The barrels, containing roughly 2.5 tons of natural uranium, were found several miles from the warehouse where they were previously stored, the Libyan National Army said in a statement.

The group, which is led by renegade Libyan commander Khalifa Hifter, also released a video of a worker counting what it said were barrels of uranium in the desert in southern Libya.

The IAEA said that its inspectors discovered on Tuesday that 10 drums of natural uranium, in the form of uranium ore concentrat­e, were missing when they visited an unnamed site outside Libyan government control.

The drums “were not present as previously declared at a location in the state of Libya,” the Vienna-based agency said in an emailed statement Thursday.

That form of uranium “poses little radiation hazard, but it requires safe handling,” the agency said, but it added that the uranium could pose “a radiologic­al risk, as well as nuclear security concerns.”

An armed group from neighborin­g Chad may have raided the warehouse and taken the barrels hoping they might contain weapons or ammunition, said the head of the LNA’S media unit, Khaled Mahjoub, Reuters reported.

Libya has been rocked by instabilit­y since a 2011 uprising and subsequent NATO interventi­on led to the overthrow of the government of Moammar Gaddafi.

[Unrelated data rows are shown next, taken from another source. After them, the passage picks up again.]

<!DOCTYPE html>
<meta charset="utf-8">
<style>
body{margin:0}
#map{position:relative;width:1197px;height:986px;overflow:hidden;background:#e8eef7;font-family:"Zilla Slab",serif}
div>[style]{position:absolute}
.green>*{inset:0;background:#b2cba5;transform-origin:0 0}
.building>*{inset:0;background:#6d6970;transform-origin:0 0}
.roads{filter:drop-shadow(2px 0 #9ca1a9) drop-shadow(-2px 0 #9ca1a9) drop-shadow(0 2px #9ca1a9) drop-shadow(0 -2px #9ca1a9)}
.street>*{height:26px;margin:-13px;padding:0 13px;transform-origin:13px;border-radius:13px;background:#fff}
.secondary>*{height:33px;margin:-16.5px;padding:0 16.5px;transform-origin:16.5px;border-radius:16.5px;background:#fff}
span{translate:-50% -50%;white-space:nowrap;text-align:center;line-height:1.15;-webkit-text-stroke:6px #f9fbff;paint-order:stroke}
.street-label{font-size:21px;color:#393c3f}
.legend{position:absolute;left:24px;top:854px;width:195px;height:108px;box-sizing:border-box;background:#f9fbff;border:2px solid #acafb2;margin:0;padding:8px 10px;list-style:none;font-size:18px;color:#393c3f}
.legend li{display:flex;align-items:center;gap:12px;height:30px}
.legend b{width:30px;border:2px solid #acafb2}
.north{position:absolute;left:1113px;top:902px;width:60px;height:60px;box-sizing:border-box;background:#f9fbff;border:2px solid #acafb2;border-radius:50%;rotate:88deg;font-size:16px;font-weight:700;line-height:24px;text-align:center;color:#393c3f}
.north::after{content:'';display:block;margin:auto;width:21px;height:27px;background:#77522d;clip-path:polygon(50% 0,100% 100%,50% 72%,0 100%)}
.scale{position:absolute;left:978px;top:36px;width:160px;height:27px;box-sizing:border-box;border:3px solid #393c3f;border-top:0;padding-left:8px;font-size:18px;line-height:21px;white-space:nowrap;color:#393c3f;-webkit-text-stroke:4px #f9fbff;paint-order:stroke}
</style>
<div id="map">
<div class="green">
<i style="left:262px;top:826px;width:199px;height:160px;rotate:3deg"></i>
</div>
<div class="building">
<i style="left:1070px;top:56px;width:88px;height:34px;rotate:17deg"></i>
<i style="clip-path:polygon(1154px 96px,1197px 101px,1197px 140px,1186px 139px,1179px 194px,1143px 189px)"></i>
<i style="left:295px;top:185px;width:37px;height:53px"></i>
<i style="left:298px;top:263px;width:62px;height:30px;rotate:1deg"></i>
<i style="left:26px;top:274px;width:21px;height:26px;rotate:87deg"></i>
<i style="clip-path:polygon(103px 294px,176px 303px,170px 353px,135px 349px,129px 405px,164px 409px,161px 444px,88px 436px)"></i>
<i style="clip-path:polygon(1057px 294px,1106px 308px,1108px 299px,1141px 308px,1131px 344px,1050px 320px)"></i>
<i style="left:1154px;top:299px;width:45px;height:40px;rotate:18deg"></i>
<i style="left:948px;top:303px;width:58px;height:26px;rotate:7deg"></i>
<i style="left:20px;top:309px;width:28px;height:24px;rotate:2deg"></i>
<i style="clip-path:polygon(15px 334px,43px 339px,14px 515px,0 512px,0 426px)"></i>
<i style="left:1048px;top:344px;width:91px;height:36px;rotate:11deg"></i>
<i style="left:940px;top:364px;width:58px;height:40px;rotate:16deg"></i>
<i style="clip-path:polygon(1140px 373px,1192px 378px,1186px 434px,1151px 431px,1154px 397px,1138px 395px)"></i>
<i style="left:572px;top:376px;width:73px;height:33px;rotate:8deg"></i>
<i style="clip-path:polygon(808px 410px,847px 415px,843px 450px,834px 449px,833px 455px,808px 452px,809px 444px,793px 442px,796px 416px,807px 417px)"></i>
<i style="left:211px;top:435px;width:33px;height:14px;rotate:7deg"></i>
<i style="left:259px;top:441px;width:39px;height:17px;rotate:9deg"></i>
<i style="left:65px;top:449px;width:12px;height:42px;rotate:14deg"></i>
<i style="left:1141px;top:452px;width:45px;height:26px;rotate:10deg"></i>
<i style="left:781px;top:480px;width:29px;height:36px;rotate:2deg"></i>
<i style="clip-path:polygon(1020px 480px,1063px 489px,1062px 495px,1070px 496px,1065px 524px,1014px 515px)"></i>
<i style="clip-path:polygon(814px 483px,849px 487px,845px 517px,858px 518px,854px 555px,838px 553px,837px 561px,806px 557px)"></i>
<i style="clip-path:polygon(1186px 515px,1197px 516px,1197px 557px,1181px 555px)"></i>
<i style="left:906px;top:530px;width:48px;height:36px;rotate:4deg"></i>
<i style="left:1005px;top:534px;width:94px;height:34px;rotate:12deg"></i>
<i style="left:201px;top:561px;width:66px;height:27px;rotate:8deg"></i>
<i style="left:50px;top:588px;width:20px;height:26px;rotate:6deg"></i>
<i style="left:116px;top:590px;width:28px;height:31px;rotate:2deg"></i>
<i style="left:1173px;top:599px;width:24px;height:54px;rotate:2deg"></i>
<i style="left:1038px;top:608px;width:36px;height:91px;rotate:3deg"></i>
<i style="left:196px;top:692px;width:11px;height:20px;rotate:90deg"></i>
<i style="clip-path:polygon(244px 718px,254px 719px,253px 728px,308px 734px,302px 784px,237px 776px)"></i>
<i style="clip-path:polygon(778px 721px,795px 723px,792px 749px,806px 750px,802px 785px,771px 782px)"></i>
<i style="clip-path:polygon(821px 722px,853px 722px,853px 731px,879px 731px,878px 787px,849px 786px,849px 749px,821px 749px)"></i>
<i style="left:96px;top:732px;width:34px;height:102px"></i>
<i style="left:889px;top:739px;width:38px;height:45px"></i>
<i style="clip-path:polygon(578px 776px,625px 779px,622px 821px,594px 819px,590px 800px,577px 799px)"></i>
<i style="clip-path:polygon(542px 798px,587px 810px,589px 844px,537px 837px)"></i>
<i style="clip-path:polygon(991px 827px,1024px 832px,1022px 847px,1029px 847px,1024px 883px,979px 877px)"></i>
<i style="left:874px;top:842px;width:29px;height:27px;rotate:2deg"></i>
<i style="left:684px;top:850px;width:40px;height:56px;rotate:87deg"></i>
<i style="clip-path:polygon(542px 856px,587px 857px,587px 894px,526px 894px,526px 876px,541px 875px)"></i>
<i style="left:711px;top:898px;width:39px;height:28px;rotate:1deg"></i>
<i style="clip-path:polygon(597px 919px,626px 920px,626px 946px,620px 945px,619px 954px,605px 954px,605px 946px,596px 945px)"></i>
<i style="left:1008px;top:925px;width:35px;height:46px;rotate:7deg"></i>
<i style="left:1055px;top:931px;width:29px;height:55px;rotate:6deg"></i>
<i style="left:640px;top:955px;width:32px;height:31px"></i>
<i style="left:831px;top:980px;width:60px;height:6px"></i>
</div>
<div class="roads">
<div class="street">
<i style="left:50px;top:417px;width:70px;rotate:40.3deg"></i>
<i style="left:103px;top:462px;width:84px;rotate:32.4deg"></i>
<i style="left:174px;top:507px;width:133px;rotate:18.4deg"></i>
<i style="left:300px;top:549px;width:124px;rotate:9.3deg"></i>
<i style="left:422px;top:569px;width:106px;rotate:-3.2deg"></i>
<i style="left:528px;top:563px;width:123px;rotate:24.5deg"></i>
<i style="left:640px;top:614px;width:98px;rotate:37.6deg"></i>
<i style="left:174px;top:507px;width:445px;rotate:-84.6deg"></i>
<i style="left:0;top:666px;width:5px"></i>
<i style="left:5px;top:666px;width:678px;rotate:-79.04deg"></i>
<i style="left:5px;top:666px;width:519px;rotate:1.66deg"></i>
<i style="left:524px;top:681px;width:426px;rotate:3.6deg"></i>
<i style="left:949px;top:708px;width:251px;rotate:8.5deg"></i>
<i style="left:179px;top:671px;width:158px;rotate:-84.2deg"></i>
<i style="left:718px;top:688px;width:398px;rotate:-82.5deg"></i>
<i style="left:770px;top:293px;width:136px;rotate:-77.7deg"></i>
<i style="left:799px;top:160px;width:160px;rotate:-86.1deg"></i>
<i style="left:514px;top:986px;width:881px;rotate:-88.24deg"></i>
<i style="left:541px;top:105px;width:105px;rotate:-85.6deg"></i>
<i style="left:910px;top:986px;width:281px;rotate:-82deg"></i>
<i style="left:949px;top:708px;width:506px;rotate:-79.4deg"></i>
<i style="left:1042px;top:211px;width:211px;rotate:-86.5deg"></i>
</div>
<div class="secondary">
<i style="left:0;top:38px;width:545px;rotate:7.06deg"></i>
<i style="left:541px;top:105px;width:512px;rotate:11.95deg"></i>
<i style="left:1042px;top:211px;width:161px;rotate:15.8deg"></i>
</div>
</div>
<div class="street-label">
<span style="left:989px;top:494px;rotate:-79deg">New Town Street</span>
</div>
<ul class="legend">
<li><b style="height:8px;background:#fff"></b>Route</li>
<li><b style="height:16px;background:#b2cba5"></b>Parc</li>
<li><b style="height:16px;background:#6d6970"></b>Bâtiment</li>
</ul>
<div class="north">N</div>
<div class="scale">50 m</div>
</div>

The country has been split since 2014, with competing administra­tions in the east and west supported by various internatio­nal backers.

While natural uranium cannot immediatel­y be used for nuclear energy or weapons, with the right knowledge and resources each ton can be refined to 12 pounds of weapons-grade material over time, according to the Associated Press.

This isn’t the first case of missing radioactiv­e items: In February, officials in Western Australia recovered a tiny but dangerous radioactiv­e capsule after an urgent search lasting almost a week. More recently, the Texas Department of State Health Services said an industrial camera containing radioactiv­e material had gone missing — but it noted that the material is sealed and said the risk of exposure is “very low.”